The only GCPS charter schools I'm familiar with at all are Ivy Prep and GMST. I have friends who chose each for their students. When GMST was established, there was no accelerated "track" for gifted Math students at Duluth and other GCPS high schools. GMST was temporarily housed on the Duluth High School campus. For several reasons, including location and the involvement of former DMS principal Kay Harvey, there was a statistically significant percentage of GMST students from within the Duluth Cluster. If you look at the "exceeds" category in Math for Duluth, you will see the unintended consequence of the "loss" to DHS of these "high achievers". DHS has not met the requirements of its IE2 contract for the past two years. According to the IE2 contract, DHS will become a conversion charter school based on this year's IE2 performance. According to the contract, it appears that conversion charter schools are no longer under sole control of GCPS, but rather the local school and are provided with a proven successful charter school administration.
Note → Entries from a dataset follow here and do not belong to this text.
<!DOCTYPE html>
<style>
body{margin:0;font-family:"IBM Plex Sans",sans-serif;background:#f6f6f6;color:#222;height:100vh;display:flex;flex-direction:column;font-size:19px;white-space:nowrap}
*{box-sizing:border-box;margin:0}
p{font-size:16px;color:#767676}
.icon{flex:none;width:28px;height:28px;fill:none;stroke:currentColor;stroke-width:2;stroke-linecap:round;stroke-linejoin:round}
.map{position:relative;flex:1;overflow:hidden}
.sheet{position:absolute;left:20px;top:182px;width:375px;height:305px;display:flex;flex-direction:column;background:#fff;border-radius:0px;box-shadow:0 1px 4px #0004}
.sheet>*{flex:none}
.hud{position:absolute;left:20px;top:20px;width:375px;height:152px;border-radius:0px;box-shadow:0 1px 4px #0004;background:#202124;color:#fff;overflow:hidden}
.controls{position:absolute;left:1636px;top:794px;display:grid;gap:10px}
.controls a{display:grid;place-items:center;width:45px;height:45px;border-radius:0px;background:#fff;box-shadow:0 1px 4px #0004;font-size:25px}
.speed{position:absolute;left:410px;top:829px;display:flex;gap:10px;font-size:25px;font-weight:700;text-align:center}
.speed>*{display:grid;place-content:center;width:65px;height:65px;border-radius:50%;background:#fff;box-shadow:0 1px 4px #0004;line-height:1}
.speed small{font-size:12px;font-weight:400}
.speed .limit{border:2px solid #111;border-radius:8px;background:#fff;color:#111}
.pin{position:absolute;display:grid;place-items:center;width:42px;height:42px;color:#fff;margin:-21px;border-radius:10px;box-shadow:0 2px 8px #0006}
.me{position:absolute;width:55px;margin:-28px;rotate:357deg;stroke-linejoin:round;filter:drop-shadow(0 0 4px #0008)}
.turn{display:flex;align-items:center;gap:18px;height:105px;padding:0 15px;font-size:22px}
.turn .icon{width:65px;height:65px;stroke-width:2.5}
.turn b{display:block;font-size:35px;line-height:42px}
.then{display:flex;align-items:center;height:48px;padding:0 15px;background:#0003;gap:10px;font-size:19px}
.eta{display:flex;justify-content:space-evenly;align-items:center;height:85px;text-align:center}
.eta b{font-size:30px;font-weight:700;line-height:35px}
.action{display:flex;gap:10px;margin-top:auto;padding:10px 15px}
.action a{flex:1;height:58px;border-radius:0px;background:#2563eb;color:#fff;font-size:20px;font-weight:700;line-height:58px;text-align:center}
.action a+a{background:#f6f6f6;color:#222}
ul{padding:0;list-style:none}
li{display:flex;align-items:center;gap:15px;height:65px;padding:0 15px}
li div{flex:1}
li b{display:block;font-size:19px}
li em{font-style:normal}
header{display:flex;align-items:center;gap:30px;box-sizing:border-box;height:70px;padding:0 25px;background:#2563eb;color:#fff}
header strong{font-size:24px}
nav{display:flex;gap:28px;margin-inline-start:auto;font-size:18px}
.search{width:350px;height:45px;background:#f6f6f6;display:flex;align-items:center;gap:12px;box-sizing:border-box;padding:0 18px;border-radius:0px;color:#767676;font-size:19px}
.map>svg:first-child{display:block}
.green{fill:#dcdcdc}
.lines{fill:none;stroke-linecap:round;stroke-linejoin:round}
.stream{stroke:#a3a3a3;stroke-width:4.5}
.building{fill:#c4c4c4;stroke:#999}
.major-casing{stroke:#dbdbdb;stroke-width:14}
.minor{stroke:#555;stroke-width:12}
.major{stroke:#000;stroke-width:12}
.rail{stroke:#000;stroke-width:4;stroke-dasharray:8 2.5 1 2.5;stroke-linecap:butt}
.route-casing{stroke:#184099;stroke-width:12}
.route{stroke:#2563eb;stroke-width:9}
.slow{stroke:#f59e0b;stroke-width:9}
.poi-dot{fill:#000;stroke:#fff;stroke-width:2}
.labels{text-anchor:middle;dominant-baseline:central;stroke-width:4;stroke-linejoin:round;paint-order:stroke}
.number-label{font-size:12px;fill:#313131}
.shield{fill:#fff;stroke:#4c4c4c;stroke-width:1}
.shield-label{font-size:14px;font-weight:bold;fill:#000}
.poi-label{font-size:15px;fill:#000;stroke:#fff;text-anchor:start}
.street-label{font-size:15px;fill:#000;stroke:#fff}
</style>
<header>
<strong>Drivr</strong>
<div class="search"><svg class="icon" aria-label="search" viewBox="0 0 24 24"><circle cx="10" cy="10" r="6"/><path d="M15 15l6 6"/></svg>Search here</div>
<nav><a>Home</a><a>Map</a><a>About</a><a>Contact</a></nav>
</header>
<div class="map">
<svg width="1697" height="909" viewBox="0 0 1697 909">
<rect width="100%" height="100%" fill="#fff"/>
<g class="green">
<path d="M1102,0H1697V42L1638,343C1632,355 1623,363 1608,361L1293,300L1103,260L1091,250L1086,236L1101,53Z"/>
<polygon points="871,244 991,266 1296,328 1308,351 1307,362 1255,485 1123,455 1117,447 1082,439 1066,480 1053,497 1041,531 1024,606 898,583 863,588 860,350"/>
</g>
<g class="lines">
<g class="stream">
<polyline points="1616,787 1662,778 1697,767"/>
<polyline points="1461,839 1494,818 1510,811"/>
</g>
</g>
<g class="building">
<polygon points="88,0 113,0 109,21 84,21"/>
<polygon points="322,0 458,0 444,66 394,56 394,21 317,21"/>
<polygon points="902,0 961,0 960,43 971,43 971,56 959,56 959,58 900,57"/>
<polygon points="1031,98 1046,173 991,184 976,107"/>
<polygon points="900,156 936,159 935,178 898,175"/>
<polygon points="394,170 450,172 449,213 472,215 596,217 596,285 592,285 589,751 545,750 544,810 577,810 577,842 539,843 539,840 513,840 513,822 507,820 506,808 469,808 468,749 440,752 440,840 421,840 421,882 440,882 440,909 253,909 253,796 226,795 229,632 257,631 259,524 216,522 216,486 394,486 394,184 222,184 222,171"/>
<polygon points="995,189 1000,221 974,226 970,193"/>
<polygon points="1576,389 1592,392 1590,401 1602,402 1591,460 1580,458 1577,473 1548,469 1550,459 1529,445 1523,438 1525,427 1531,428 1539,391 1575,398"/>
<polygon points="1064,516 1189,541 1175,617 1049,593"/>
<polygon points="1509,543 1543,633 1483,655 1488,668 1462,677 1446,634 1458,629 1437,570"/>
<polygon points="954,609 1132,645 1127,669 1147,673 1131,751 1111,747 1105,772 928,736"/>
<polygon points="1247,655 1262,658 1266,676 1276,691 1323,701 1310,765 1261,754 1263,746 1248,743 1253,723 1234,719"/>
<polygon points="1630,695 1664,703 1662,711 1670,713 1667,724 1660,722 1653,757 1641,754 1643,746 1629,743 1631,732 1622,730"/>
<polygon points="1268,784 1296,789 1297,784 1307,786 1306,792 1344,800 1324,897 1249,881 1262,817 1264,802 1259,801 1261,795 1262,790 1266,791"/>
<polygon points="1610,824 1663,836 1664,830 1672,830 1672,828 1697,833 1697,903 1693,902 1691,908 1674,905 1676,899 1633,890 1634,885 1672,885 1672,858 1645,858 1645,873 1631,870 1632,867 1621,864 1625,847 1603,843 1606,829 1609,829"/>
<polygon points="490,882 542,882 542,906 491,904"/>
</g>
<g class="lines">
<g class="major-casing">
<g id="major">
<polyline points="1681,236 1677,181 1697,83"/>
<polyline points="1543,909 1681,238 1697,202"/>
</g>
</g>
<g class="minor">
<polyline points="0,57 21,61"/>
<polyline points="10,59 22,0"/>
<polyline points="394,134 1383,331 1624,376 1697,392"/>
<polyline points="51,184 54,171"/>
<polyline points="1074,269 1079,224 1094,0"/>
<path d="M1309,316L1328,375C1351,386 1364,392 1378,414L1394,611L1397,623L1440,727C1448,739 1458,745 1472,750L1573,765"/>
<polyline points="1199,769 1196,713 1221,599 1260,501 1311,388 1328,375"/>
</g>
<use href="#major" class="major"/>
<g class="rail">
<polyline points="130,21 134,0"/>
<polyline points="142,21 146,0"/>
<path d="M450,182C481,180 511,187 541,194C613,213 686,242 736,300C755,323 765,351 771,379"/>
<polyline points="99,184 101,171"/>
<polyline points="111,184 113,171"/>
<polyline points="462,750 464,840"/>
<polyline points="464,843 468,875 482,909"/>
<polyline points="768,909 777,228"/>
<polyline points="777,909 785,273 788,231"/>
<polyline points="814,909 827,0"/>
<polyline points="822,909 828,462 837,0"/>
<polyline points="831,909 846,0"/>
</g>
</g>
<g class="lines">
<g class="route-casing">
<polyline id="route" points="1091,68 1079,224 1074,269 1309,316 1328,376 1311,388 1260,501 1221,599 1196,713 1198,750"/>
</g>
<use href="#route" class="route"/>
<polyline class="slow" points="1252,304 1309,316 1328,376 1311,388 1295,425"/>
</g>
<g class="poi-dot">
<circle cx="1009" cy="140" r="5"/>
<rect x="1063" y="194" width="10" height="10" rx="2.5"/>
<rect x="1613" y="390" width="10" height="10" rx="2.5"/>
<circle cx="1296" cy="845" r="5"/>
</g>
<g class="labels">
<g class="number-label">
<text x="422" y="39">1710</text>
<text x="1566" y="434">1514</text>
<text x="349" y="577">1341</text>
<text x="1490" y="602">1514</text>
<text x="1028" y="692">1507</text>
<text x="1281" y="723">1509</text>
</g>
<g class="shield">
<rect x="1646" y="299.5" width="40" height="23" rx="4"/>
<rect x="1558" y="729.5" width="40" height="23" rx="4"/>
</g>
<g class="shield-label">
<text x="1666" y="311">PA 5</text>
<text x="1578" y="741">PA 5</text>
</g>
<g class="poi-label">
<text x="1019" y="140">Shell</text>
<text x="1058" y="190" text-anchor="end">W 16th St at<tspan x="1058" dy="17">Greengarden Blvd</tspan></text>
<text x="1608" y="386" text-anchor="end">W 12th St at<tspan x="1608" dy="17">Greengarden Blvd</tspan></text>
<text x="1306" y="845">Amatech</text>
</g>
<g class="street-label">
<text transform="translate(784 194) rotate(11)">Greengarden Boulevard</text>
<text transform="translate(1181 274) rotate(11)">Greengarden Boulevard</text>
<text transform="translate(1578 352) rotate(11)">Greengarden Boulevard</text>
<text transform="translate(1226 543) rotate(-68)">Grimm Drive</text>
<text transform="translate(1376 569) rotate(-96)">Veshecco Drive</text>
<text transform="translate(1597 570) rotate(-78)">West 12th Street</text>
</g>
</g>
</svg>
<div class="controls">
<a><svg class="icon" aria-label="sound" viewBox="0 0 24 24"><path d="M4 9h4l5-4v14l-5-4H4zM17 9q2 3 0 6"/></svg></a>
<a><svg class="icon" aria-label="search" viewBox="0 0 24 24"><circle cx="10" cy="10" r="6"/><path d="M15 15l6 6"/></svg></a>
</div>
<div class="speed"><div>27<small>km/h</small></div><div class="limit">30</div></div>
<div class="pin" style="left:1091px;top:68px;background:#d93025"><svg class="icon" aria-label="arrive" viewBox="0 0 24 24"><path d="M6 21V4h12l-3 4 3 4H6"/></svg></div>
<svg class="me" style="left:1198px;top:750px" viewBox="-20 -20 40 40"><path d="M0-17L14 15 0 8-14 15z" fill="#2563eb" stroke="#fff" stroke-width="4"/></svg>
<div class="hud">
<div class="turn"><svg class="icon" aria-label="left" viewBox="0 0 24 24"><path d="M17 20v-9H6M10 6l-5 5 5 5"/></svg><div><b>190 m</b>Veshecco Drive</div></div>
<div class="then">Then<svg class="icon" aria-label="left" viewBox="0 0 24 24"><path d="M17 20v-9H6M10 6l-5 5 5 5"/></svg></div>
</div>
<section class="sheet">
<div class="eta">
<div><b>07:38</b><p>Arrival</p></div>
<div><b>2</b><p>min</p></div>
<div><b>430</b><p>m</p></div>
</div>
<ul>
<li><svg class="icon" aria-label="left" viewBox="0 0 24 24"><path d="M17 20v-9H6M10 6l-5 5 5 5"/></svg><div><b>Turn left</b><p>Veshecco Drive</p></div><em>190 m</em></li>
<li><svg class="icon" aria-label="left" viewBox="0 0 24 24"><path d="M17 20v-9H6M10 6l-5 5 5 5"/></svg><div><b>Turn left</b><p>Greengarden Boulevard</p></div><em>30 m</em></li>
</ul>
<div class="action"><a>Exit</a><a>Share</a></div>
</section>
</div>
While GMST took the best of the best for it's GCPS "endorsed" charter school other GCPS parents were concerned by the discriminatory gap in achievement (retention rates, drop outs, disciplinary actions, etc.) at their designated GCPS schools. They created Ivy Prep whose charter petitions were (and are) repeatedly denied by GCPS. Fortunately, they successfully operated under the state charter until last year. I'm proud of my children's accomplishments and their schools, but I can't deny that all indicators of success show Ivy Prep provided a statistically significant educational advantage to these students.
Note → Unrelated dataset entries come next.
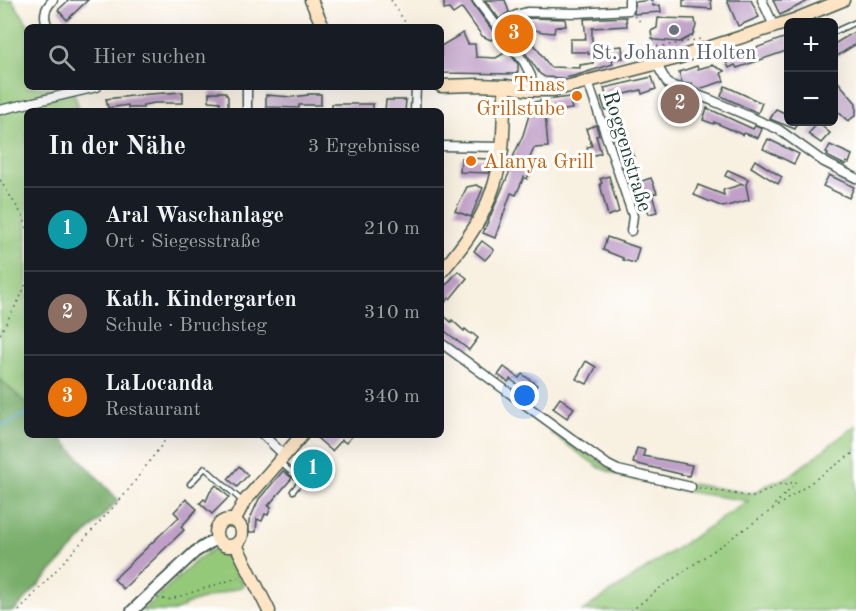 <!DOCTYPE html>
<html lang="de">
<head>
<meta charset="utf-8">
<style>
	:root { --surface:#171b24; --page:#242831; --text:#f1f3f6; --muted:#9ea1a6; --line:#363941; --accent:#1f6fb2 }
	body { margin:0; font-family:"Old Standard TT",serif; background:var(--page); color:var(--text) }
	.controls { position:absolute; right:18px; top:18px; display:grid; overflow:hidden; border-radius:9px; box-shadow:0 6px 24px #0002 }
	.controls button { width:54px; height:54px; display:grid; place-items:center; padding:0; border:0; border-bottom:2px solid var(--line); background:var(--surface); color:var(--text); font:30px sans-serif }
	.you { position:absolute; left:525px; top:396px; width:21px; height:21px; margin:-15px; border:4px solid #fff; border-radius:50%; background:#1a73e8; box-shadow:0 0 0 9px #1a73e833 }
	.badge { display:grid; place-items:center; width:39px; height:39px; border-radius:50%; background:var(--accent); color:#fff; font-size:20px; font-weight:700 }
	.pin { position:absolute; translate:-50% -50%; border:3px solid #fff; box-shadow:0 2px 6px #0006 }
	.list { margin:0; padding:0; list-style:none }
	h2 { display:flex; justify-content:space-between; align-items:center; height:78px; margin:0; padding:0 24px; font-size:26px }
	h2 small { font-size:20px; font-weight:400; color:var(--muted) }
	.list li { display:grid; grid-template-columns:39px 1fr auto; gap:18px; align-items:center; box-sizing:border-box; height:84px; padding:0 24px; border-top:2px solid var(--line) }
	.list b { display:block; font-size:22px; white-space:nowrap }
	.list p { margin:0; font-size:20px; white-space:nowrap; color:var(--muted) }
	.list em { font-size:20px; font-style:normal; color:var(--muted) }
	.icon { flex:none; width:33px; height:33px; fill:none; stroke:currentColor; stroke-width:2; stroke-linecap:round; stroke-linejoin:round }
	.map { position:relative; flex:none; width:856px; height:611px; overflow:hidden }
	.search { position:absolute; background:var(--surface); box-shadow:0 6px 24px #0002; left:24px; top:24px; width:420px; height:66px; display:flex; align-items:center; gap:15px; box-sizing:border-box; padding:0 21px; border-radius:9px; color:var(--muted); font-size:22px }
	.panel { position:absolute; background:var(--surface); box-shadow:0 6px 24px #0002; left:24px; top:108px; width:420px; height:330px; border-radius:9px }
	.map>svg:first-child { display:block }
	.green { fill:#95c97a; stroke:#5a8357; stroke-width:1.5 }
	.forest { fill:#78ad6a; stroke:#4c754f; stroke-width:1.5 }
	.lines { fill:none; stroke-linecap:round; stroke-linejoin:round }
	.stream { stroke:#56add3; stroke-width:2 }
	.building { fill:#c0a0c8 }
	.service-casing { stroke:#40584e; stroke-width:7 }
	.minor-casing { stroke:#40584e; stroke-width:11 }
	.tertiary-casing { stroke:#40584e; stroke-width:14 }
	.secondary-casing { stroke:#40584e; stroke-width:15 }
	.path { stroke:#40584e; stroke-width:1.5; stroke-dasharray:1.5 4.5; stroke-linecap:butt }
	.service { stroke:#fff; stroke-width:4 }
	.minor { stroke:#fff; stroke-width:8 }
	.tertiary { stroke:#fff; stroke-width:10 }
	.secondary { stroke:#fde5c5; stroke-width:12 }
	.worship-dot { fill:#6b7280; stroke:#fff; stroke-width:2 }
	.food-dot { fill:#e8710a; stroke:#fff; stroke-width:2 }
	.labels { text-anchor:middle; stroke-width:6; stroke-linejoin:round; paint-order:stroke }
	.worship-label { font-size:21px; fill:#5b616d; stroke:#fff }
	.food-label { font-size:21px; fill:#c56008; stroke:#fff; text-anchor:end }
	.street-label { font-size:21px; fill:#1f3d34; stroke:#fff }
</style>
</head>
<body>
<div class="map">
<svg width="856" height="611" viewBox="0 0 856 611">
	<rect width="100%" height="100%" fill="#fff"/>
	<filter id="ink" filterUnits="userSpaceOnUse"><feTurbulence type="fractalNoise" baseFrequency=".0167" numOctaves="2"/><feDisplacementMap in="SourceGraphic" scale="12" xChannelSelector="R" yChannelSelector="G"/><feConvolveMatrix kernelMatrix="1 2 1 2 8 2 1 2 1" color-interpolation-filters="sRGB"/></filter>
	<filter id="wash" filterUnits="userSpaceOnUse"><feTurbulence type="fractalNoise" baseFrequency=".008" numOctaves="4" result="noise"/><feDisplacementMap in="SourceGraphic" scale="24" xChannelSelector="R" yChannelSelector="G"/><feGaussianBlur stdDeviation="1.35" result="paint"/><feColorMatrix in="noise" values="0 0 0 0 0 0 0 0 0 0 0 0 0 0 0 0 0 1.4 0 .05"/><feComposite in="paint" operator="in"/></filter>
	<g filter="url(#wash)">
		<rect width="100%" height="100%" fill="#f8f0e1"/>
		<g class="green">
			<polygon points="0,0 12,0 30,27 27,27 27,87 69,87 74,94 80,111 27,111 27,435 58,435 118,500 14,611 0,611"/>
			<polygon points="856,425 856,611 582,611 748,501 689,492 623,477 600,468 551,433 557,430 607,467 692,484 746,493 754,493 765,486 788,477"/>
			<polygon points="213,549 225,554 244,586 184,605 184,607 174,611 142,611 198,559"/>
		</g>
		<polygon class="forest" points="0,379 27,404 27,435 58,435 118,500 14,611 0,611"/>
		<g class="lines">
			<polyline class="stream" points="0,427 27,413"/>
		</g>
		<g id="blocks">
			<g class="building">
				<polygon points="69,0 88,0 67,20 58,10"/>
				<polygon points="444,0 470,0 496,35 491,40 482,36 462,8 453,14 449,9 444,10"/>
				<polygon points="485,0 505,0 509,12 499,19"/>
				<polygon points="652,0 653,6 660,5 661,12 634,14 635,2"/>
				<polygon points="683,0 711,0 712,9 683,7"/>
				<polygon points="727,0 751,0 759,17 738,26"/>
				<polygon points="773,0 810,0 780,15"/>
				<polygon points="626,17 627,26 592,28 592,54 588,54 588,52 570,52 570,39 586,39 584,19"/>
				<polygon points="528,18 565,19 566,26 555,27 554,33 543,32 522,27 550,67 580,68 580,65 593,63 593,56 611,51 611,47 622,46 623,58 612,59 613,64 574,76 562,78 545,77 540,74 508,28 518,22 521,28 521,20"/>
				<polygon points="658,18 695,19 696,26 693,35 680,42 655,40 652,38 651,31 657,28"/>
				<polygon points="856,31 856,44 834,58 834,44"/>
				<polygon points="463,33 468,44 475,44 476,57 496,58 508,51 518,64 518,71 516,74 441,73 441,46"/>
				<polygon points="789,36 789,50 737,68 735,65 729,68 725,59"/>
				<polygon points="712,65 725,71 721,73 724,81 699,89 693,86 692,83 687,84 682,83 679,72 697,66 698,69"/>
				<polygon points="652,77 656,89 642,94 641,90 621,95 621,98 609,101 611,108 605,110 601,97 606,96 604,88"/>
				<polygon points="834,77 856,103 856,115 848,121 834,108 836,104 834,101"/>
				<polygon points="725,86 762,103 758,113 721,96"/>
				<polygon points="183,92 183,103 155,103 143,105 143,108 128,108 128,105 108,108 106,99 149,94"/>
				<polygon points="214,92 225,92 228,97 228,107 220,107 220,102 209,101 209,93"/>
				<polygon points="669,92 695,102 690,116 664,106"/>
				<polygon points="308,94 321,94 321,105 299,105 299,108 266,107 266,95 292,97 308,95"/>
				<polygon points="569,97 572,109 545,113 548,147 534,148 527,165 532,167 527,179 524,177 516,195 511,193 495,238 483,233 510,171 507,170 523,135 533,102"/>
				<polygon points="386,100 406,100 405,111 385,111"/>
				<rect x="332" y="104" width="41" height="7"/>
				<polygon points="707,108 753,129 755,126 762,129 758,138 744,133 743,135 714,122 714,124 703,120"/>
				<polygon points="776,109 789,115 789,122 798,122 795,129 770,119"/>
				<polygon points="818,123 830,133 821,143 808,134"/>
				<polygon points="596,125 599,135 596,136 601,153 589,157 587,147 592,146 586,129"/>
				<polygon points="627,134 640,180 629,184 614,138"/>
				<polygon points="768,139 799,154 794,164 763,149"/>
				<polygon points="830,145 852,155 849,163 846,162 845,165 827,156 828,154 826,153"/>
				<polygon points="461,158 491,159 489,173 460,172"/>
				<polygon points="755,160 782,177 778,184 751,167"/>
				<polygon points="728,170 748,179 746,185 749,200 723,207 694,195 698,185 724,195 723,190 743,184 725,176"/>
				<polygon points="829,175 854,187 849,198 823,186"/>
				<polygon points="609,176 619,212 608,216 600,184 602,183 600,179"/>
				<polygon points="651,178 657,193 652,194 657,212 649,214 639,182"/>
				<polygon points="476,185 483,188 471,217 455,211 467,187"/>
				<polygon points="607,237 639,248 635,263 623,260 623,258 603,250"/>
				<polygon points="482,241 494,250 485,260 474,251"/>
				<polygon points="458,271 467,278 450,299 449,298 441,307 441,288 444,284 446,285"/>
				<polygon points="441,313 451,322 452,320 464,331 465,329 471,334 472,333 478,338 469,350 441,328"/>
				<polygon points="586,361 596,367 587,384 576,379"/>
				<polygon points="504,367 519,378 522,374 537,385 531,394 510,379 508,382 498,375"/>
				<polygon points="560,398 574,408 567,418 553,408"/>
				<polygon points="320,435 353,435 346,443 342,440 332,451 317,438"/>
				<polygon points="637,448 645,450 643,456 692,465 689,476 633,463"/>
				<polygon points="239,466 248,475 237,487 228,479"/>
				<polygon points="283,471 292,478 268,506 271,507 268,515 265,514 262,521 257,519 256,532 249,532 249,521 259,499"/>
				<polygon points="216,485 229,497 212,514 200,503 204,499 206,501 210,492"/>
				<polygon points="186,499 197,509 181,527 184,530 123,589 114,579 179,517 174,512"/>
			</g>
		</g>
	</g>
	<g filter="url(#ink)">
		<use href="#blocks" fill-opacity="0" stroke="#40584e" stroke-width="1.5"/>
		<g class="lines">
			<defs>
				<g id="service">
					<polyline points="834,32 856,22"/>
					<polyline points="282,464 301,481 293,491"/>
					<polyline points="190,484 205,468 243,502"/>
				</g>
				<g id="minor">
					<polyline points="477,0 524,62 531,76 531,90"/>
					<polyline points="762,0 774,26"/>
					<path d="M48 27C43 16 44 9 53 0"/>
					<polyline points="498,27 516,15 527,12 577,13 629,10 629,0"/>
					<polyline points="657,65 668,84 711,100 778,129 824,162 856,178"/>
					<polyline points="588,82 633,216 631,231"/>
					<polyline points="0,110 97,87"/>
					<polyline points="247,111 247,87"/>
					<polyline points="415,111 416,87"/>
					<polyline points="441,146 502,147"/>
					<polyline points="441,343 608,465 618,470 691,487"/>
					<polyline points="263,435 284,455"/>
				</g>
				<polyline id="tertiary" points="132,611 195,552 216,539"/>
				<g id="secondary">
					<polyline points="311,0 323,27"/>
					<polyline points="441,86 476,85 506,86 531,90 554,90 674,59 794,20 843,0"/>
					<path d="M441 272C474 234 495 201 502 150 504 129 503 107 506 86"/>
					<circle cx="229" cy="533" r="13"/>
					<polyline points="234,521 244,502 302,435"/>
					<polyline points="236,545 269,611"/>
				</g>
			</defs>
			<use href="#service" class="service-casing"/>
			<use href="#minor" class="minor-casing"/>
			<use href="#tertiary" class="tertiary-casing"/>
			<use href="#secondary" class="secondary-casing"/>
			<g class="path">
				<polyline points="391,0 408,27"/>
				<polyline points="634,16 642,23"/>
				<polyline points="645,47 663,46 701,39"/>
				<polyline points="0,180 24,218 27,228"/>
				<polyline points="0,334 22,294 27,281"/>
				<polyline points="699,488 754,497 780,484 788,485 794,481 796,484 775,504 777,506"/>
				<polyline points="157,598 168,600 240,577"/>
				<polyline points="19,611 126,493 169,435"/>
				<polyline points="631,611 660,588 856,451"/>
			</g>
			<use href="#service" class="service"/>
			<use href="#minor" class="minor"/>
			<use href="#tertiary" class="tertiary"/>
			<use href="#secondary" class="secondary"/>
		</g>
	</g>
	<circle class="worship-dot" cx="674" cy="30" r="6"/>
	<g class="food-dot">
		<circle cx="577" cy="96" r="6"/>
		<circle cx="471" cy="161" r="6"/>
	</g>
	<g class="labels">
		<g class="worship-label">
			<text x="674" y="59">St. Johann Holten</text>
		</g>
		<g class="food-label">
			<text x="565" y="91">Tinas<tspan x="565" dy="24">Grillstube</tspan></text>
			<text x="483" y="168" text-anchor="start">Alanya Grill</text>
		</g>
		<g class="street-label">
			<text transform="translate(628 151) rotate(73)" y="7">Roggenstraße</text>
		</g>
	</g>
</svg>
<div class="controls">
<button>+</button>
<button>−</button>
</div>
<div class="you"></div>
<div class="pin badge" style="left:313px;top:469px;background:#0f9aa8">1</div>
<div class="pin badge" style="left:680px;top:104px;background:#8d6e63">2</div>
<div class="pin badge" style="left:514px;top:34px;background:#e8710a">3</div>
<div class="search"><svg class="icon" aria-label="search" viewBox="0 0 24 24"><circle cx="10" cy="10" r="6"/><path d="M15 15l6 6"/></svg>Hier suchen</div>
<section class="panel">
<h2>In der Nähe<small>3 Ergebnisse</small></h2>
<ul class="list">
<li><span class="badge" style="background:#0f9aa8">1</span><div><b>Aral Waschanlage</b><p>Ort · Siegesstraße</p></div><em>210 m</em></li>
<li><span class="badge" style="background:#8d6e63">2</span><div><b>Kath. Kindergarten</b><p>Schule · Bruchsteg</p></div><em>310 m</em></li>
<li><span class="badge" style="background:#e8710a">3</span><div><b>LaLocanda</b><p>Restaurant</p></div><em>340 m</em></li>
</ul>
</section>
</div>
</body>
</html>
Today, most of the high schools, including Duluth, offer advanced accelerated math opportunities such as having an on-line GA Tech professor. There appear to be advantages to keeping the "best and brightest" within our communities. With today's technology, the "teacher" can come to the "learner" anywhere. However, now our "gap" seems to occur with the "average" student. GCPS doesn't seem to be showing gains in this category. When you pull out all the "models" for this group, increase class size, etc. long term student success is difficult. I just could not understand why GCPS would sue successful charter school organizations that they had "passed" on chartering themselves.